The listing below has to be output exactly as given, less its pictures.

(Beginning of Data listing)

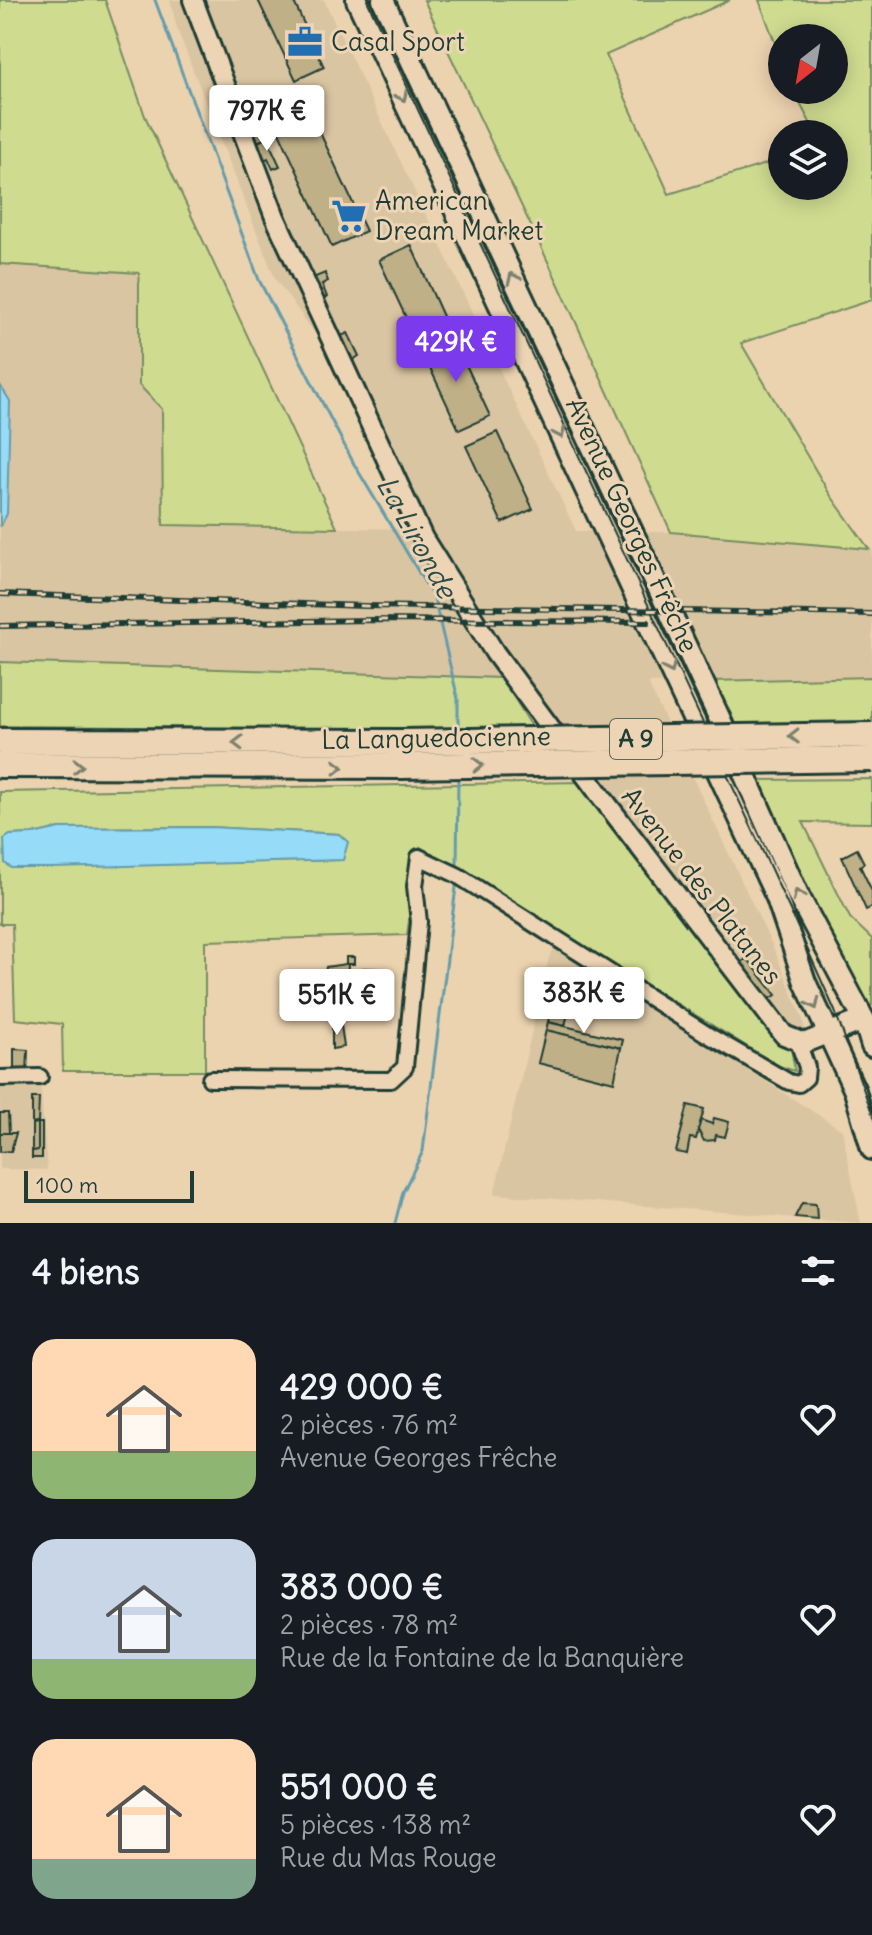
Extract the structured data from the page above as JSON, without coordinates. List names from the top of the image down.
{
  "streets": {
    "highway": ["La Languedocienne", "A 9"],
    "main road": ["Avenue Georges Frêche"],
    "street": ["Avenue des Platanes"]
  },
  "water": ["La Lironde"],
  "places": {
    "office": ["Casal Sport"],
    "supermarket": ["American Dream Market"]
  },
  "scale_bar": "100 m",
  "north": "bottom left",
  "page": {
    "price": [
      "797K €",
      "429K €",
      "383K €",
      "551K €"
    ],
    "scale": "100 m",
    "heading": "4 biens",
    "list": [
      {
        "name": "429 000 €",
        "note": "2 pièces · 76 m² · Avenue Georges Frêche"
      },
      {
        "name": "383 000 €",
        "note": "2 pièces · 78 m² · Rue de la Fontaine de la Banquière"
      },
      {
        "name": "551 000 €",
        "note": "5 pièces · 138 m² · Rue du Mas Rouge"
      }
    ]
  }
}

(End of Data listing)

Answer for the task:
Extract the structured data from the page above as JSON, without coordinates. List names from the top of the image down.
{
  "streets": {
    "highway": ["La Languedocienne", "A 9"],
    "main road": ["Avenue Georges Frêche"],
    "street": ["Avenue des Platanes"]
  },
  "water": ["La Lironde"],
  "places": {
    "office": ["Casal Sport"],
    "supermarket": ["American Dream Market"]
  },
  "scale_bar": "100 m",
  "north": "bottom left",
  "page": {
    "price": [
      "797K €",
      "429K €",
      "383K €",
      "551K €"
    ],
    "scale": "100 m",
    "heading": "4 biens",
    "list": [
      {
        "name": "429 000 €",
        "note": "2 pièces · 76 m² · Avenue Georges Frêche"
      },
      {
        "name": "383 000 €",
        "note": "2 pièces · 78 m² · Rue de la Fontaine de la Banquière"
      },
      {
        "name": "551 000 €",
        "note": "5 pièces · 138 m² · Rue du Mas Rouge"
      }
    ]
  }
}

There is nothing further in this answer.